[Start of Attachment]
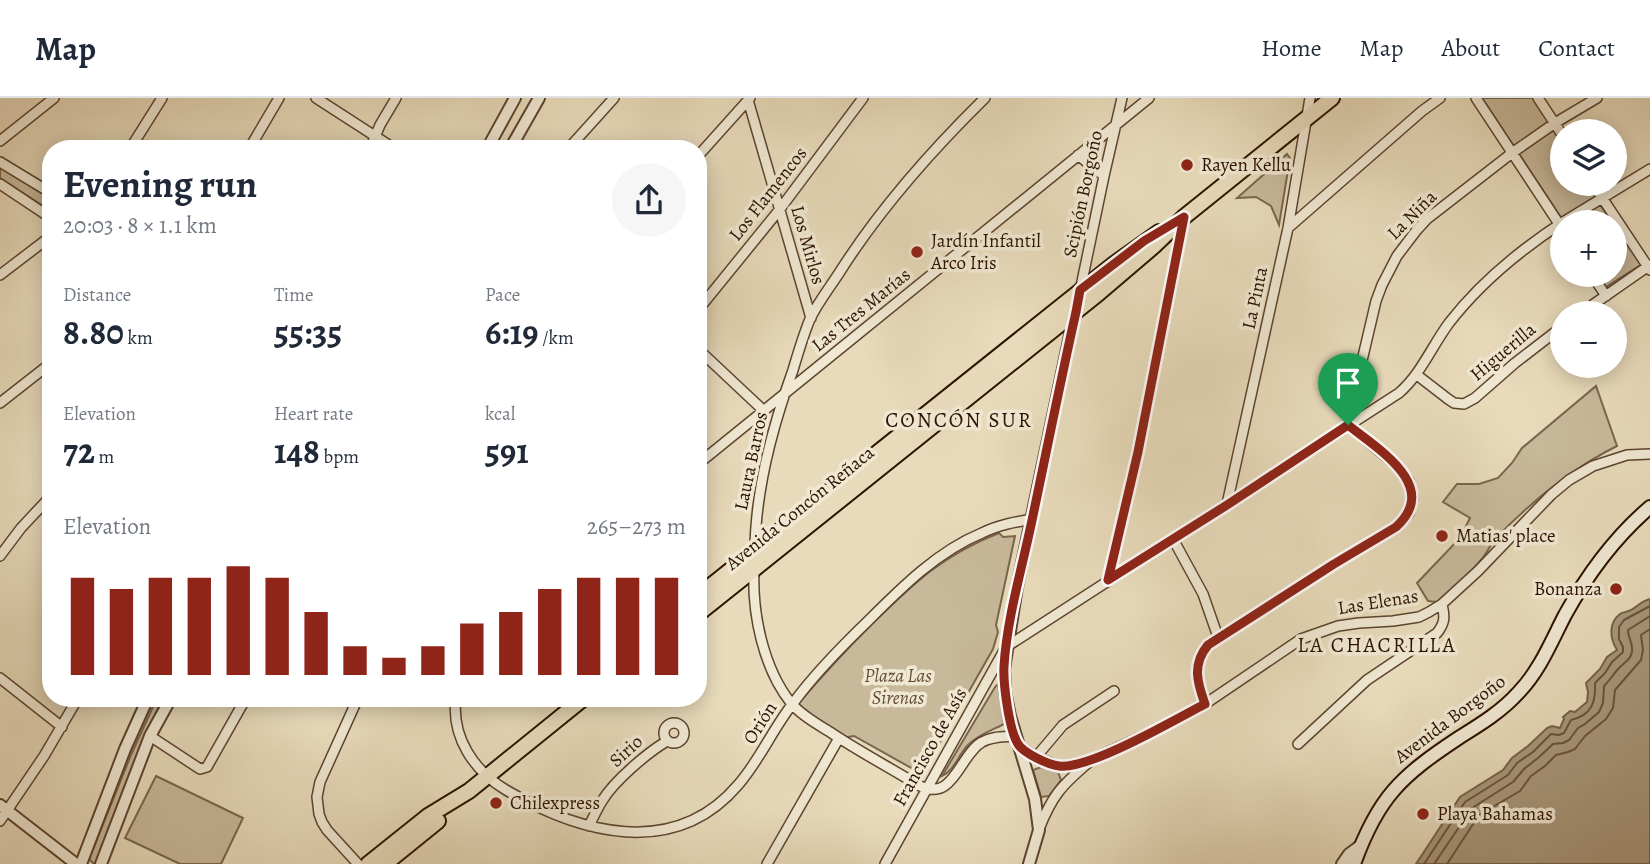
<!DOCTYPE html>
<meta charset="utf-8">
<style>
:root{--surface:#fff;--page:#f6f6f7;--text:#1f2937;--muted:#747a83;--line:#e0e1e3;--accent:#8f2418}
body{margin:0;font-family:Alegreya,serif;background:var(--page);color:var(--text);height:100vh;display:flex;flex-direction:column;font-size:26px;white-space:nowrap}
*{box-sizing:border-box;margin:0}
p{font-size:23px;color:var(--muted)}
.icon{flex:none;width:38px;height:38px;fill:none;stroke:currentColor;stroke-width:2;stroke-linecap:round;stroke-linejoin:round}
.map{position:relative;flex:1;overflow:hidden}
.details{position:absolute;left:42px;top:42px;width:665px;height:567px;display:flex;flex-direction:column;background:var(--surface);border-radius:28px;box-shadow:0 4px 18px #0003}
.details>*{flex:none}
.buttons{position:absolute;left:1550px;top:21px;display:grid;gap:14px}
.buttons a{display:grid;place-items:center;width:77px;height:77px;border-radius:50%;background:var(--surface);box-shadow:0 4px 18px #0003;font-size:35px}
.pin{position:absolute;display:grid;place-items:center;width:60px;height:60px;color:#fff;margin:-72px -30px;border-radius:50% 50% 50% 0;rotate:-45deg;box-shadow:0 0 7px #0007}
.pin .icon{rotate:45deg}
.round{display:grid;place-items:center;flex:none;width:74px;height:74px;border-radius:37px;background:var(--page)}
.summary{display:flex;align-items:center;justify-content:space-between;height:119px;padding:0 21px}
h1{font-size:38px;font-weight:700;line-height:52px}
.stats{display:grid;grid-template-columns:repeat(3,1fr);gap:10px;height:119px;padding:7px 21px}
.stats div{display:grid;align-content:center}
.stats b{font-size:35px;font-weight:700}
.stats small{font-size:19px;font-weight:400}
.stats p{font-size:19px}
.chart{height:196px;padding:14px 21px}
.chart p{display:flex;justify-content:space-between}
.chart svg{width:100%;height:126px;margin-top:7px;stroke:var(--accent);stroke-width:6}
header{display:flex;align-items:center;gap:42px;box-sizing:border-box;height:98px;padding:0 35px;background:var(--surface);border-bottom:2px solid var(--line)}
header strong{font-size:33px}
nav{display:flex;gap:38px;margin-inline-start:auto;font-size:24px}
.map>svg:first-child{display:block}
.green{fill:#c8b99b;stroke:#7a664e;stroke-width:2}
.water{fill:#a8977b;stroke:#77624a;stroke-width:2}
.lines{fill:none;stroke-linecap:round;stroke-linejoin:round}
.shore{stroke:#6a543e;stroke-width:2}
.minor-casing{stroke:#5c442f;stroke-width:12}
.tertiary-casing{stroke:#5c442f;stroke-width:14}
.secondary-casing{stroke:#2d1200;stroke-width:16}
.primary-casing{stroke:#2d1200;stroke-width:18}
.minor{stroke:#f0e8d3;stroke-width:9}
.tertiary{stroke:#f0e8d3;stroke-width:10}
.secondary{stroke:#f0e8d3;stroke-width:12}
.primary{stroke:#e8dbbb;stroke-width:14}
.route-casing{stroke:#fff;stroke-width:14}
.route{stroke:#8f2418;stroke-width:9}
.poi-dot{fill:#8f2418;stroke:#f0e8d3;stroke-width:2.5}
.labels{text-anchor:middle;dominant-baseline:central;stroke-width:7;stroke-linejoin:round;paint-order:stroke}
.poi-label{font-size:19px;fill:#2d1200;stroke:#f0e8d3;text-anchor:start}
.street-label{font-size:19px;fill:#2d1200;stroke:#f0e8d3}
.park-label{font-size:19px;font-style:italic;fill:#634c36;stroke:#f0e8d3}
.neighbourhood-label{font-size:21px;letter-spacing:2px;fill:#2d1200;stroke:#f0e8d3}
</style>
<header>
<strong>Map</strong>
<nav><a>Home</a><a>Map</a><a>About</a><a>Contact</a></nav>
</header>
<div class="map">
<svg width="1650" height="766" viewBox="0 0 1650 766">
<rect width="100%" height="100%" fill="#e8dbbb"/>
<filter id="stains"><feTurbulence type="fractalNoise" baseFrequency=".00286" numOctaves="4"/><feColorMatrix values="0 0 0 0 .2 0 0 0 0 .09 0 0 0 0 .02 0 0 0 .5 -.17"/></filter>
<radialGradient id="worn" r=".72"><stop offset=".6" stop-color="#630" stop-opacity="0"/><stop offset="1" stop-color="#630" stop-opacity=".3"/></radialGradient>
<!-- green -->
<path class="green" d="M1482 0H1533L1563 47V86H1586L1612 124H1564Z
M1287 56 1290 60 1279 127 1271 108 1256 99 1237 100Z
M0 67 51 101V113L0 80Z
M1615 129 1642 166 1606 189 1598 177H1615Z
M1596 288 1617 348C1571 371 1532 403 1496 440 1490 447 1487 455 1481 462 1468 478 1452 491 1437 504L1428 503 1417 485 1460 440 1470 420 1443 404 1457 386H1479L1498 380 1512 365 1522 350Z
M999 435 1003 439 1015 438 996 527 998 534 993 551 922 676 854 638C852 638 850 639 848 639 837 640 807 614 798 606 822 578 846 552 872 526 915 484 943 457 999 435Z
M998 586 1004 626C991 633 979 636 968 647 959 656 954 673 942 678L995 589Z
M157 600H163L144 640 96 766H94L89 761 131 657Z
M1041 669 1058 674 1061 682 1049 698 1041 699 1033 672Z
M156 678 243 720 221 766H180L125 740Z"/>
<!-- water -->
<path class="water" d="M1650 501V766H1416L1460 699 1503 672 1512 660 1528 648 1547 630 1552 628 1560 630 1564 621 1563 619 1570 613 1575 614 1587 604 1588 594 1586 585 1600 571 1607 559 1617 552C1610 541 1608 525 1620 516 1623 514 1627 514 1631 512 1638 508 1642 503 1650 501Z"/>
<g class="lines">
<!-- shore -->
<path class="shore" d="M1424 766 1465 704 1508 677 1517 665 1533 654 1551 636 1559 637 1564 635 1571 622C1592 617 1596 604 1595 585L1605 575 1612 564 1623 554V549L1619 541V529L1624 522 1650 508
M1434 766 1472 710 1513 684 1524 671 1538 660 1553 646 1563 645 1569 642 1578 630 1585 626 1599 614 1603 605 1604 588C1610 582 1614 575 1620 569 1626 563 1633 560 1632 550 1632 543 1628 540 1628 532L1650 518
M1447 766 1479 717 1520 693 1531 678 1545 668 1556 657 1568 654 1575 651 1585 638 1606 621 1613 610 1615 592 1641 562 1643 552 1641 537 1650 531"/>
<defs>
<path id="minor" d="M316 0 395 51
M1476 0 1563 132
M1538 0 1563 38
M748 2 811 220
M0 43 54 0
M130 51 162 0
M249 51 279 0
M370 51 380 27 396 0
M568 51 614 0
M1078 57 1104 78
M698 58 750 0
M0 64 51 95
M0 86 51 120
M1593 86 1650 172
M1563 124 1650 71
M1288 130 1422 13 1440 0
M0 177 51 138
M1592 177 1606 198
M1080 193 1104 78 1122 0
M698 212 780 111 863 0
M1581 215 1650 167
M698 251 764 313
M1417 277 1448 301 1454 305 1464 306 1475 300 1515 265 1563 228
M0 305 51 265
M698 366 1149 0
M1227 406 1288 130 1310 0
M1173 441 1203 496 1218 539
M755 454C755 392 772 330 793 272 798 255 803 238 810 221 818 204 831 188 841 172 882 108 931 53 985 0
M0 458 21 430 51 398
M754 471C752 515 763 570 791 605 801 617 817 626 830 634 858 653 889 669 918 687 954 706 959 657 982 644 992 638 1004 639 1015 638
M1108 482 1138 354 1184 121
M0 580 62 629
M358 600 320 684 317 699 319 716 322 724 327 732 358 766
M456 600C451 639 474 673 506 692 579 735 674 762 738 687 760 662 773 630 794 604 816 574 842 548 869 522 902 489 938 453 982 435 998 427 1015 424 1033 421
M1205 606C1197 584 1192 566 1208 547L1334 466 1397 429 1409 415 1413 400 1409 383 1401 372 1388 360 1348 327 1352 305 1376 203 1382 187 1397 158 1416 133 1427 121 1512 55 1555 25 1597 0
M664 635a10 10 0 1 1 20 0a10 10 0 1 1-20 0Z
M150 638 200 671 207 669 246 600
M1298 646 1367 582 1437 535C1445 525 1445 519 1442 506
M1019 648 1036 659 1059 668 1070 669 1089 663 1147 636 1205 606 1301 541 1338 528 1359 525 1393 523 1419 519 1429 514 1442 506 1478 473 1551 397 1569 382 1593 368 1627 357 1650 356
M1036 659 1063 627 1114 593
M0 723 44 658 78 600
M589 728C593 720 597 711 602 703 614 683 647 655 667 643
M1039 731C1052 698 1061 688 1088 665
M767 766 839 640
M885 766 1006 549 1399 295C1421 276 1432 248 1449 225 1480 185 1520 152 1563 124"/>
<path id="tertiary" d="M487 51 515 0
M510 51 539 0
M0 707 76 766
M81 766 125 651 148 600
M101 766 150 638 171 600
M1029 766 1039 732 1035 701 1010 618 1005 593 1004 571 1017 489 1075 214
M1342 766 1349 756 1361 747"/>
<path id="secondary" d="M1354 766C1378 699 1401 678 1460 639 1481 626 1502 613 1519 594 1540 572 1551 544 1565 517 1587 477 1615 439 1650 409"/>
<path id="primary" d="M698 498 1114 166 1159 134
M698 516 1099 195 1154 148 1184 119 1332 0
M368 766 428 718 469 693 584 600
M385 766 438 723"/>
</defs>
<!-- minor casing -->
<use href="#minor" class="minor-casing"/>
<!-- tertiary casing -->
<use href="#tertiary" class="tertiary-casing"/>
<!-- secondary casing -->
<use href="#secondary" class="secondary-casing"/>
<!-- primary casing -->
<use href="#primary" class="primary-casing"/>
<!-- minor -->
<use href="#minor" class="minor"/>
<!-- tertiary -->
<use href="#tertiary" class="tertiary"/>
<!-- secondary -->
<use href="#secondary" class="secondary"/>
<!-- primary -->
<use href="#primary" class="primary"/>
</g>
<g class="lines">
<defs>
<path id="route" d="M1184 119 1138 354 1108 482 1227 407 1348 327C1378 351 1441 388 1396 429L1334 466 1208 547C1192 566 1197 584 1205 606 1176 621 1089 672 1059 668 1049 667 1023 655 1018 646 1009 632 1003 585 1004 568 1007 521 1021 474 1031 427 1046 356 1060 285 1076 214L1080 192 1144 143Z"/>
</defs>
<!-- route casing -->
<use href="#route" class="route-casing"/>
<!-- route -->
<use href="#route" class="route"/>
</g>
<!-- markers -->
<g class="poi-dot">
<circle cx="1187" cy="67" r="7"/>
<circle cx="917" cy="154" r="7"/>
<circle cx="1442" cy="438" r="7"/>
<circle cx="1616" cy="491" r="7"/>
<circle cx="496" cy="705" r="7"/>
<circle cx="1423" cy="716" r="7"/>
</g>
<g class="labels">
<!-- poi labels -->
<g class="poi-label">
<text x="1201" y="67">Rayen Kellu</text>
<text x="931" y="143">Jardín Infantil<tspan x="931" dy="22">Arco Iris</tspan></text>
<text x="1456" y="438">Matias' place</text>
<text x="1602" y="491" text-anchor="end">Bonanza</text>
<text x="510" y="705">Chilexpress</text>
<text x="1437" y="716">Playa Bahamas</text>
</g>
<!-- street labels -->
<g class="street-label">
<text transform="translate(768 96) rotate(-52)">Los Flamencos</text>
<text transform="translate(1083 96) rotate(-78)">Scipión Borgoño</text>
<text transform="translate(1412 117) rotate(-45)">La Niña</text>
<text transform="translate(808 147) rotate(74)">Los Mirlos</text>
<text transform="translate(1255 200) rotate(-78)">La Pinta</text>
<text transform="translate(861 212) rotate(-39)">Las Tres Marías</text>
<text transform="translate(1503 254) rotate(-40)">Higuerilla</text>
<text transform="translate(751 363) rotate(-78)">Laura Barros</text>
<text transform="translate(800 410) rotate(-39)">Avenida Concón Reñaca</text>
<text transform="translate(1378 504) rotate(-9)">Las Elenas</text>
<text transform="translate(1450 621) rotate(-37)">Avenida Borgoño</text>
<text transform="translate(760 625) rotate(-58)">Orión</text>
<text transform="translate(930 649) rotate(-61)">Francisco de Asís</text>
<text transform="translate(626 653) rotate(-42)">Sirio</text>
</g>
<!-- park labels -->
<g class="park-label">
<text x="898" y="578">Plaza Las<tspan x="898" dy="22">Sirenas</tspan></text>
</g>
<!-- neighbourhood labels -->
<g class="neighbourhood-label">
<text x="959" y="322">CONCÓN SUR</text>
<text x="1377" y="547">LA CHACRILLA</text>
</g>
</g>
<rect width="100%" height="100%" filter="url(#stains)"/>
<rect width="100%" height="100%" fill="url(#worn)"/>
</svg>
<div class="buttons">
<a><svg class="icon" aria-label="layers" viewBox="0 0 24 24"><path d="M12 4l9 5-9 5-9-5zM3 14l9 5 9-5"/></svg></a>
<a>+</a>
<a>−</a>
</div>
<div class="pin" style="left:1348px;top:327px;background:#1e9e55"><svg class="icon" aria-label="arrive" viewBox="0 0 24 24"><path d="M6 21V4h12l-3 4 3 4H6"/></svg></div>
<section class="details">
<div class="summary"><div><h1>Evening run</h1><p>20:03 · 8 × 1.1 km</p></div><a class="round"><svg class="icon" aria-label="share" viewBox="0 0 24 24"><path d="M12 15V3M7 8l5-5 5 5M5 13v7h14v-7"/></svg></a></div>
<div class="stats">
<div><p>Distance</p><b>8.80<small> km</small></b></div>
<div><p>Time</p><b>55:35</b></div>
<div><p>Pace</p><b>6:19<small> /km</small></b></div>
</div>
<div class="stats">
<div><p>Elevation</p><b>72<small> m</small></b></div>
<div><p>Heart rate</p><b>148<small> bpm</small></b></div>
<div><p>kcal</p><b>591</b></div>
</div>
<div class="chart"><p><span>Elevation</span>265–273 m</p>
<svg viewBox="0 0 160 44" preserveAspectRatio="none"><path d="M5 44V10M15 44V14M25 44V10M35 44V10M45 44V6M55 44V10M65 44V22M75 44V34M85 44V38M95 44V34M105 44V26M115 44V22M125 44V14M135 44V10M145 44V10M155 44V10"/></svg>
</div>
</section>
</div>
[End of Attachment]
INSTRUCTIONS TO FOLLOW:
Go through the data above and copy each line in which "linejoin" appears.

TASK SOLUTION:
.icon{flex:none;width:38px;height:38px;fill:none;stroke:currentColor;stroke-width:2;stroke-linecap:round;stroke-linejoin:round}
.lines{fill:none;stroke-linecap:round;stroke-linejoin:round}
.labels{text-anchor:middle;dominant-baseline:central;stroke-width:7;stroke-linejoin:round;paint-order:stroke}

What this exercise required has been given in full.